→ TO DO: Where a line of the data holds the word "picture", copy that line.

_ _ _

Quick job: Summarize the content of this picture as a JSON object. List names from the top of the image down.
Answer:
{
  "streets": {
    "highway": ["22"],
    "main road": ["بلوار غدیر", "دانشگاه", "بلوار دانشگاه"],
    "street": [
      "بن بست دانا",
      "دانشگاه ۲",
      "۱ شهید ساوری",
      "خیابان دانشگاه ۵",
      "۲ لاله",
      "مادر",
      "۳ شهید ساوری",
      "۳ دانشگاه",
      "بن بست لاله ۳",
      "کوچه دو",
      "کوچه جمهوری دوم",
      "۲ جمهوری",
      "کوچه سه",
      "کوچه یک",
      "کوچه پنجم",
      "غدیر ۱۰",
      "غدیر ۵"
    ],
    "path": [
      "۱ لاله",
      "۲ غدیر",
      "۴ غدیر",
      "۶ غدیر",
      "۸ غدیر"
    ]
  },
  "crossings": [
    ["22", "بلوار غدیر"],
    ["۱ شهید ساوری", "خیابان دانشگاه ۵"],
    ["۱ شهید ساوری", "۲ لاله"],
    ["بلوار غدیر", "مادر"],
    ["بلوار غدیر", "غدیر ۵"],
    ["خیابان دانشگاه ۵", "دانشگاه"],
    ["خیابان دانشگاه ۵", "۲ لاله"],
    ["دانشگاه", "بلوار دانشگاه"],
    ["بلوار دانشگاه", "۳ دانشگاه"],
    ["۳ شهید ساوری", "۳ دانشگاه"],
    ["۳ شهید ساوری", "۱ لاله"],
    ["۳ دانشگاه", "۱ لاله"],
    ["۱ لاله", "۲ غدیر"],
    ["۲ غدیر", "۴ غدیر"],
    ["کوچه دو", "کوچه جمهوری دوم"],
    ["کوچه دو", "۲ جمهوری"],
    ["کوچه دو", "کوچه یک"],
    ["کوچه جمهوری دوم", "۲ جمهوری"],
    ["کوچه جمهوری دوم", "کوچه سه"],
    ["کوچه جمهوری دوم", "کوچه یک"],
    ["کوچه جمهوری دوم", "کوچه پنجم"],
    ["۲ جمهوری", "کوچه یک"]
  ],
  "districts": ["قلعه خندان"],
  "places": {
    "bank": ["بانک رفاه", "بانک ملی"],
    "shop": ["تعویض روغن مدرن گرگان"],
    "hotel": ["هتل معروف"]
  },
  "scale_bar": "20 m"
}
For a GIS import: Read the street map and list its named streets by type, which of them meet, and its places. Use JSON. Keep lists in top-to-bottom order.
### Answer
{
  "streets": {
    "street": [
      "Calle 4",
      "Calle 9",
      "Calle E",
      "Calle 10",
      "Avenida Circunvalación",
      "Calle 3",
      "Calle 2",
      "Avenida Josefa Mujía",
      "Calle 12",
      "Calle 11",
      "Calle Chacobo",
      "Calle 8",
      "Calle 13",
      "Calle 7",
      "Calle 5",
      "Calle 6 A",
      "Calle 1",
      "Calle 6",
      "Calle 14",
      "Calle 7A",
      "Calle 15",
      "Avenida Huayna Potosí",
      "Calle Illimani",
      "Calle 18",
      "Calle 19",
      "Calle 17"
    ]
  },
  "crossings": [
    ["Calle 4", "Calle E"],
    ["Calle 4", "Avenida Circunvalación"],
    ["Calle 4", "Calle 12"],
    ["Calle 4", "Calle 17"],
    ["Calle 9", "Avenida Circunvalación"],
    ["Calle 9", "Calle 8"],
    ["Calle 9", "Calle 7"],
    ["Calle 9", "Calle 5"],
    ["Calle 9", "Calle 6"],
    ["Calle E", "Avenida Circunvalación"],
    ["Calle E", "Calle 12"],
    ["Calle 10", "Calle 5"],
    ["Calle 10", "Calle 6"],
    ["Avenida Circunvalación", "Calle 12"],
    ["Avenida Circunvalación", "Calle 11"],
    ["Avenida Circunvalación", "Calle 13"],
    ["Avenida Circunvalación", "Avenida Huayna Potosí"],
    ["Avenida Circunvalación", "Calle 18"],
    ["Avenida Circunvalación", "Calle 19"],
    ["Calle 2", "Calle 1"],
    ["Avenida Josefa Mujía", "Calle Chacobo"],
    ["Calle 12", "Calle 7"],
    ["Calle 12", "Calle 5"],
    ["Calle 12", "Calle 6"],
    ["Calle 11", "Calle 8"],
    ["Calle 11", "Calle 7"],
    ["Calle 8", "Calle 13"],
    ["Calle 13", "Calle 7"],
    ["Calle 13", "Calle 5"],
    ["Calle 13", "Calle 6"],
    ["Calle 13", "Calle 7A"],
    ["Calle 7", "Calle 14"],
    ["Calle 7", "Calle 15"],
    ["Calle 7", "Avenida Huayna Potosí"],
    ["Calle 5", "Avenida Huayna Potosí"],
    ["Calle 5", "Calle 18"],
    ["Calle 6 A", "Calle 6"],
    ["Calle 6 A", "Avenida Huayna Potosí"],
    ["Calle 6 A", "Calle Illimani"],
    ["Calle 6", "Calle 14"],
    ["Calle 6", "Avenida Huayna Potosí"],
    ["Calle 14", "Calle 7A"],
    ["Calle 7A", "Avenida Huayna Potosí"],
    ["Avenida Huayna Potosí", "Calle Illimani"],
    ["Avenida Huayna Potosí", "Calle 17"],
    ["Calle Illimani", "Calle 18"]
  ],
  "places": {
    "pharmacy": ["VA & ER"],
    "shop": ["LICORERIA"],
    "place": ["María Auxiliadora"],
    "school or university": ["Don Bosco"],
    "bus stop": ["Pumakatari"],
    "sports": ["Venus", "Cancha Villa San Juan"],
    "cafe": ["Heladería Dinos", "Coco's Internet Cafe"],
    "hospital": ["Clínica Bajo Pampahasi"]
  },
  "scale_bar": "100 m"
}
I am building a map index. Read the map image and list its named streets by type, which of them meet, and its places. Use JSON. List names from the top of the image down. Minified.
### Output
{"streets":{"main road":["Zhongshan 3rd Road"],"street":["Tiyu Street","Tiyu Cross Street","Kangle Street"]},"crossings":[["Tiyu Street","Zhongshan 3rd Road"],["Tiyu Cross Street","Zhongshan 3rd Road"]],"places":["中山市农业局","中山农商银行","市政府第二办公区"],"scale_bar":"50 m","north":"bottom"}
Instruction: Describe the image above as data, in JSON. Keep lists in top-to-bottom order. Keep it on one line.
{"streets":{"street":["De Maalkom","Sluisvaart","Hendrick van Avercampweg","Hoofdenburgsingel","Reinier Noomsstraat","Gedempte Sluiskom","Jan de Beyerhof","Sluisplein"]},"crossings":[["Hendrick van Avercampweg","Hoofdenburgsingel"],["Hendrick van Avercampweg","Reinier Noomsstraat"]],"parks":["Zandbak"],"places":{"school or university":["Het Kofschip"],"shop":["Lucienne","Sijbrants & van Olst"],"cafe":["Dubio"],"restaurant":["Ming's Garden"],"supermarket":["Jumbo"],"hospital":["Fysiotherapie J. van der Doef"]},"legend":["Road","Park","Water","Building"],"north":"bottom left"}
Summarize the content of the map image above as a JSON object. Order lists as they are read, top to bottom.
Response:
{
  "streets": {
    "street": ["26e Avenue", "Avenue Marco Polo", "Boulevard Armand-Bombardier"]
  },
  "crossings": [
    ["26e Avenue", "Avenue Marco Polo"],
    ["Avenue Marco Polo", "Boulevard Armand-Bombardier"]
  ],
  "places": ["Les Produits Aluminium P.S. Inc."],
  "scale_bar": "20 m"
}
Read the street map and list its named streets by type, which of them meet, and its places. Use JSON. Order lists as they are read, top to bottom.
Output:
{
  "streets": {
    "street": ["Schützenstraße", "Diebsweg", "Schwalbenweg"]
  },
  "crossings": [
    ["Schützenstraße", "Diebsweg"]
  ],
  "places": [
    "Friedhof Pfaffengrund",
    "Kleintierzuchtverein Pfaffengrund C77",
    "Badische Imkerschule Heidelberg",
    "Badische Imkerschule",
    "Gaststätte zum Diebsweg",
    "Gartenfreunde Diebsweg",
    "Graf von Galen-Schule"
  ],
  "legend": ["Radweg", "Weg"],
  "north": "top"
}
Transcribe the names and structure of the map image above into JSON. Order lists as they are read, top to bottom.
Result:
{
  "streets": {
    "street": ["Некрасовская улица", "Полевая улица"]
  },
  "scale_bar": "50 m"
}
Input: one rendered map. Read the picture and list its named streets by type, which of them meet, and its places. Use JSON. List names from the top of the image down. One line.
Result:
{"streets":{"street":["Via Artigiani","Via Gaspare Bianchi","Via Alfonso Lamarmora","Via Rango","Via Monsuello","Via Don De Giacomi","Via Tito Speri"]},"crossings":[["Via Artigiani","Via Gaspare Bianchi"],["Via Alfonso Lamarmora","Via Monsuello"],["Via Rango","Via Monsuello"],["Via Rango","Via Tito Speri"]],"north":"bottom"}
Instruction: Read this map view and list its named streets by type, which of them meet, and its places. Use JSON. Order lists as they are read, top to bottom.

_ _ _

→ ANSWER FOR THE TASK:
Quick job: Summarize the content of this picture as a JSON object. List names from the top of the image down.
Input: one rendered map. Read the picture and list its named streets by type, which of them meet, and its places. Use JSON. List names from the top of the image down. One line.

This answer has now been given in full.